## [EXERCISE GOAL]
Reproduce the entries below character for character.
>>>
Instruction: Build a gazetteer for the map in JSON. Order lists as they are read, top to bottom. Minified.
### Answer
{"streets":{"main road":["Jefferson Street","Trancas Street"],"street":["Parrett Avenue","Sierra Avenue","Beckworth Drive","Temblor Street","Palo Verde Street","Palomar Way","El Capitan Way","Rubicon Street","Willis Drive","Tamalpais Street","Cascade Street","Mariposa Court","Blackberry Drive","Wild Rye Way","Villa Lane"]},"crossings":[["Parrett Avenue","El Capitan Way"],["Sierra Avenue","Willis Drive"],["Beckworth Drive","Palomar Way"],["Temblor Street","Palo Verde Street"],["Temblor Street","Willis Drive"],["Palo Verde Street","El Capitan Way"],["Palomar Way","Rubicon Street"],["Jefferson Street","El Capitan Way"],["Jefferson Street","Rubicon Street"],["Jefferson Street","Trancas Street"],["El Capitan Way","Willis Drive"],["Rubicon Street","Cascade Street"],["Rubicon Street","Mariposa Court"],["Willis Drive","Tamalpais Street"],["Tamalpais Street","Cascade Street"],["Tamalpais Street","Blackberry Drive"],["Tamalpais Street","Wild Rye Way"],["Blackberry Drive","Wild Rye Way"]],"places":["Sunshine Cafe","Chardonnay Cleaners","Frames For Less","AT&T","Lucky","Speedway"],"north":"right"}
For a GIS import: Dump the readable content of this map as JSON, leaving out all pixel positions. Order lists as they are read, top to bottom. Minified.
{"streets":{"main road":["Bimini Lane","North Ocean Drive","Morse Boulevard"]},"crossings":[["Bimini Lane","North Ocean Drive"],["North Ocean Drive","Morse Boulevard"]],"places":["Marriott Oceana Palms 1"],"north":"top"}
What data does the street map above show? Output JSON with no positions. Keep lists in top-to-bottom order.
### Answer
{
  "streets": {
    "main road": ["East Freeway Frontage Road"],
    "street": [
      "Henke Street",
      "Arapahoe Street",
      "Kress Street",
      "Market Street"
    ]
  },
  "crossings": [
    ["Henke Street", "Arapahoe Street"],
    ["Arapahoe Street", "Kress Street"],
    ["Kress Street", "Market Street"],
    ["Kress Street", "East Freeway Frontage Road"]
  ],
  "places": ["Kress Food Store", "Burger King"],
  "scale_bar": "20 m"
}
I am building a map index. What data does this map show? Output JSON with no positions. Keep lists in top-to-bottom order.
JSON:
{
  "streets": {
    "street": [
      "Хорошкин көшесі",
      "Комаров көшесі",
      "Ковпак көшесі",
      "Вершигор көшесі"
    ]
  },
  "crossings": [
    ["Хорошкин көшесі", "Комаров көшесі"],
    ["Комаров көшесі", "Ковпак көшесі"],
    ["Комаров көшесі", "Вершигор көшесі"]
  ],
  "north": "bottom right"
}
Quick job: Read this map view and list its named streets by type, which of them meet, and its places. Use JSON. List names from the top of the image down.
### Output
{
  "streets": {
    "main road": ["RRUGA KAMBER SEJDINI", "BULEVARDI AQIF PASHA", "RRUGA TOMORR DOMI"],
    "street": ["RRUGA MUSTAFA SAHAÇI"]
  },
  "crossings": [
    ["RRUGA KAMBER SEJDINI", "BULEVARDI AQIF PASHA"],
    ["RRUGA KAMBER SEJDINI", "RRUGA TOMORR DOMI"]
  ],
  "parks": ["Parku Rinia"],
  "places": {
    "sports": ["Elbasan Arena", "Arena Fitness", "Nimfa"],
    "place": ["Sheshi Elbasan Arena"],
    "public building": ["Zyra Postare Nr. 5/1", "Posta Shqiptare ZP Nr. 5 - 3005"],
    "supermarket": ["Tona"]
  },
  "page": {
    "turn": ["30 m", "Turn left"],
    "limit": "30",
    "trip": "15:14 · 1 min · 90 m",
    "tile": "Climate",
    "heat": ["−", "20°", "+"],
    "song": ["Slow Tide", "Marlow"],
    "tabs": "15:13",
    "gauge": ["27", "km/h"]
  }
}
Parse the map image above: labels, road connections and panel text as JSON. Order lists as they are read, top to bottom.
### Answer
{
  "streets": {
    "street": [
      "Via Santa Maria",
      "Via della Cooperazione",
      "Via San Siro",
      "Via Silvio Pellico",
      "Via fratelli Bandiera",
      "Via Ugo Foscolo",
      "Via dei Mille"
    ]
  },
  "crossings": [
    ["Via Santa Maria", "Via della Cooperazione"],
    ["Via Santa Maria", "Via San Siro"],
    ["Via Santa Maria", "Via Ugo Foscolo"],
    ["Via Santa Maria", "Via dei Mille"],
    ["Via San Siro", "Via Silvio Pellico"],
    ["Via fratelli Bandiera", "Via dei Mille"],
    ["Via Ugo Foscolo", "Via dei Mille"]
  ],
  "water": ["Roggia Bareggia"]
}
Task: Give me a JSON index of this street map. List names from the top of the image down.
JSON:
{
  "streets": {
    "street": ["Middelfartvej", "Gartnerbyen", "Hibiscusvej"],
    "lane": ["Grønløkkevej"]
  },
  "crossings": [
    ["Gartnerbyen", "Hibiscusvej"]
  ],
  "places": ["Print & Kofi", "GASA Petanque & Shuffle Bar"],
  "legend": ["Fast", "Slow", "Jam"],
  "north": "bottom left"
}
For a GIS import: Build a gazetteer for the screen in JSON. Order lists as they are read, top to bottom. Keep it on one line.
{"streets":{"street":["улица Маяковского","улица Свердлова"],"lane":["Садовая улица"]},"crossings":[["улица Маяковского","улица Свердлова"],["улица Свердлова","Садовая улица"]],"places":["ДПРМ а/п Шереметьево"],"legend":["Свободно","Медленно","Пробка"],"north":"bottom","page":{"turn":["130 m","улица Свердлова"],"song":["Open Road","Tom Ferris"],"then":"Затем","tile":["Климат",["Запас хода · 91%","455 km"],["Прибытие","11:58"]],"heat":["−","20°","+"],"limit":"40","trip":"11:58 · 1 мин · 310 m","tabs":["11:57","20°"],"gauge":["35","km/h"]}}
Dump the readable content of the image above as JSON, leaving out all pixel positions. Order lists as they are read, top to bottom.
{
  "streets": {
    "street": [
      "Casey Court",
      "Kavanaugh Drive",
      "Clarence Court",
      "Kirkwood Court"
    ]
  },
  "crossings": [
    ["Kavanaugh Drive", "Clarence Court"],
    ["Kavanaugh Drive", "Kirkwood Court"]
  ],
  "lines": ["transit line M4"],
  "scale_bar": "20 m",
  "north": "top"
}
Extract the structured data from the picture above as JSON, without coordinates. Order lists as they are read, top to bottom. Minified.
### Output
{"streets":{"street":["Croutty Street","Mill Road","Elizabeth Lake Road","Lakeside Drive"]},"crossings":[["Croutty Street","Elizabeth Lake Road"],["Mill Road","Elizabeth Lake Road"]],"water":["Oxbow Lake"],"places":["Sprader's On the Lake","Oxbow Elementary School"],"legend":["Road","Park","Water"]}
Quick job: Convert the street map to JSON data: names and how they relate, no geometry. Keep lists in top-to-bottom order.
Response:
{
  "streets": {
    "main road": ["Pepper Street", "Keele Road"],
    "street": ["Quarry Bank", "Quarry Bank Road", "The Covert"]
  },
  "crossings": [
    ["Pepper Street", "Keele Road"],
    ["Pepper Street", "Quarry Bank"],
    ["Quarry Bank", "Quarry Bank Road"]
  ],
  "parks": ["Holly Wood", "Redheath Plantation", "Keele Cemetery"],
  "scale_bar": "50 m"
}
<<<
## [EXERCISE OUTPUT]
Instruction: Build a gazetteer for the map in JSON. Order lists as they are read, top to bottom. Minified.
### Answer
{"streets":{"main road":["Jefferson Street","Trancas Street"],"street":["Parrett Avenue","Sierra Avenue","Beckworth Drive","Temblor Street","Palo Verde Street","Palomar Way","El Capitan Way","Rubicon Street","Willis Drive","Tamalpais Street","Cascade Street","Mariposa Court","Blackberry Drive","Wild Rye Way","Villa Lane"]},"crossings":[["Parrett Avenue","El Capitan Way"],["Sierra Avenue","Willis Drive"],["Beckworth Drive","Palomar Way"],["Temblor Street","Palo Verde Street"],["Temblor Street","Willis Drive"],["Palo Verde Street","El Capitan Way"],["Palomar Way","Rubicon Street"],["Jefferson Street","El Capitan Way"],["Jefferson Street","Rubicon Street"],["Jefferson Street","Trancas Street"],["El Capitan Way","Willis Drive"],["Rubicon Street","Cascade Street"],["Rubicon Street","Mariposa Court"],["Willis Drive","Tamalpais Street"],["Tamalpais Street","Cascade Street"],["Tamalpais Street","Blackberry Drive"],["Tamalpais Street","Wild Rye Way"],["Blackberry Drive","Wild Rye Way"]],"places":["Sunshine Cafe","Chardonnay Cleaners","Frames For Less","AT&T","Lucky","Speedway"],"north":"right"}
For a GIS import: Dump the readable content of this map as JSON, leaving out all pixel positions. Order lists as they are read, top to bottom. Minified.
{"streets":{"main road":["Bimini Lane","North Ocean Drive","Morse Boulevard"]},"crossings":[["Bimini Lane","North Ocean Drive"],["North Ocean Drive","Morse Boulevard"]],"places":["Marriott Oceana Palms 1"],"north":"top"}
What data does the street map above show? Output JSON with no positions. Keep lists in top-to-bottom order.
### Answer
{
  "streets": {
    "main road": ["East Freeway Frontage Road"],
    "street": [
      "Henke Street",
      "Arapahoe Street",
      "Kress Street",
      "Market Street"
    ]
  },
  "crossings": [
    ["Henke Street", "Arapahoe Street"],
    ["Arapahoe Street", "Kress Street"],
    ["Kress Street", "Market Street"],
    ["Kress Street", "East Freeway Frontage Road"]
  ],
  "places": ["Kress Food Store", "Burger King"],
  "scale_bar": "20 m"
}
I am building a map index. What data does this map show? Output JSON with no positions. Keep lists in top-to-bottom order.
JSON:
{
  "streets": {
    "street": [
      "Хорошкин көшесі",
      "Комаров көшесі",
      "Ковпак көшесі",
      "Вершигор көшесі"
    ]
  },
  "crossings": [
    ["Хорошкин көшесі", "Комаров көшесі"],
    ["Комаров көшесі", "Ковпак көшесі"],
    ["Комаров көшесі", "Вершигор көшесі"]
  ],
  "north": "bottom right"
}
Quick job: Read this map view and list its named streets by type, which of them meet, and its places. Use JSON. List names from the top of the image down.
### Output
{
  "streets": {
    "main road": ["RRUGA KAMBER SEJDINI", "BULEVARDI AQIF PASHA", "RRUGA TOMORR DOMI"],
    "street": ["RRUGA MUSTAFA SAHAÇI"]
  },
  "crossings": [
    ["RRUGA KAMBER SEJDINI", "BULEVARDI AQIF PASHA"],
    ["RRUGA KAMBER SEJDINI", "RRUGA TOMORR DOMI"]
  ],
  "parks": ["Parku Rinia"],
  "places": {
    "sports": ["Elbasan Arena", "Arena Fitness", "Nimfa"],
    "place": ["Sheshi Elbasan Arena"],
    "public building": ["Zyra Postare Nr. 5/1", "Posta Shqiptare ZP Nr. 5 - 3005"],
    "supermarket": ["Tona"]
  },
  "page": {
    "turn": ["30 m", "Turn left"],
    "limit": "30",
    "trip": "15:14 · 1 min · 90 m",
    "tile": "Climate",
    "heat": ["−", "20°", "+"],
    "song": ["Slow Tide", "Marlow"],
    "tabs": "15:13",
    "gauge": ["27", "km/h"]
  }
}
Parse the map image above: labels, road connections and panel text as JSON. Order lists as they are read, top to bottom.
### Answer
{
  "streets": {
    "street": [
      "Via Santa Maria",
      "Via della Cooperazione",
      "Via San Siro",
      "Via Silvio Pellico",
      "Via fratelli Bandiera",
      "Via Ugo Foscolo",
      "Via dei Mille"
    ]
  },
  "crossings": [
    ["Via Santa Maria", "Via della Cooperazione"],
    ["Via Santa Maria", "Via San Siro"],
    ["Via Santa Maria", "Via Ugo Foscolo"],
    ["Via Santa Maria", "Via dei Mille"],
    ["Via San Siro", "Via Silvio Pellico"],
    ["Via fratelli Bandiera", "Via dei Mille"],
    ["Via Ugo Foscolo", "Via dei Mille"]
  ],
  "water": ["Roggia Bareggia"]
}
Task: Give me a JSON index of this street map. List names from the top of the image down.
JSON:
{
  "streets": {
    "street": ["Middelfartvej", "Gartnerbyen", "Hibiscusvej"],
    "lane": ["Grønløkkevej"]
  },
  "crossings": [
    ["Gartnerbyen", "Hibiscusvej"]
  ],
  "places": ["Print & Kofi", "GASA Petanque & Shuffle Bar"],
  "legend": ["Fast", "Slow", "Jam"],
  "north": "bottom left"
}
For a GIS import: Build a gazetteer for the screen in JSON. Order lists as they are read, top to bottom. Keep it on one line.
{"streets":{"street":["улица Маяковского","улица Свердлова"],"lane":["Садовая улица"]},"crossings":[["улица Маяковского","улица Свердлова"],["улица Свердлова","Садовая улица"]],"places":["ДПРМ а/п Шереметьево"],"legend":["Свободно","Медленно","Пробка"],"north":"bottom","page":{"turn":["130 m","улица Свердлова"],"song":["Open Road","Tom Ferris"],"then":"Затем","tile":["Климат",["Запас хода · 91%","455 km"],["Прибытие","11:58"]],"heat":["−","20°","+"],"limit":"40","trip":"11:58 · 1 мин · 310 m","tabs":["11:57","20°"],"gauge":["35","km/h"]}}
Dump the readable content of the image above as JSON, leaving out all pixel positions. Order lists as they are read, top to bottom.
{
  "streets": {
    "street": [
      "Casey Court",
      "Kavanaugh Drive",
      "Clarence Court",
      "Kirkwood Court"
    ]
  },
  "crossings": [
    ["Kavanaugh Drive", "Clarence Court"],
    ["Kavanaugh Drive", "Kirkwood Court"]
  ],
  "lines": ["transit line M4"],
  "scale_bar": "20 m",
  "north": "top"
}
Extract the structured data from the picture above as JSON, without coordinates. Order lists as they are read, top to bottom. Minified.
### Output
{"streets":{"street":["Croutty Street","Mill Road","Elizabeth Lake Road","Lakeside Drive"]},"crossings":[["Croutty Street","Elizabeth Lake Road"],["Mill Road","Elizabeth Lake Road"]],"water":["Oxbow Lake"],"places":["Sprader's On the Lake","Oxbow Elementary School"],"legend":["Road","Park","Water"]}
Quick job: Convert the street map to JSON data: names and how they relate, no geometry. Keep lists in top-to-bottom order.
Response:
{
  "streets": {
    "main road": ["Pepper Street", "Keele Road"],
    "street": ["Quarry Bank", "Quarry Bank Road", "The Covert"]
  },
  "crossings": [
    ["Pepper Street", "Keele Road"],
    ["Pepper Street", "Quarry Bank"],
    ["Quarry Bank", "Quarry Bank Road"]
  ],
  "parks": ["Holly Wood", "Redheath Plantation", "Keele Cemetery"],
  "scale_bar": "50 m"
}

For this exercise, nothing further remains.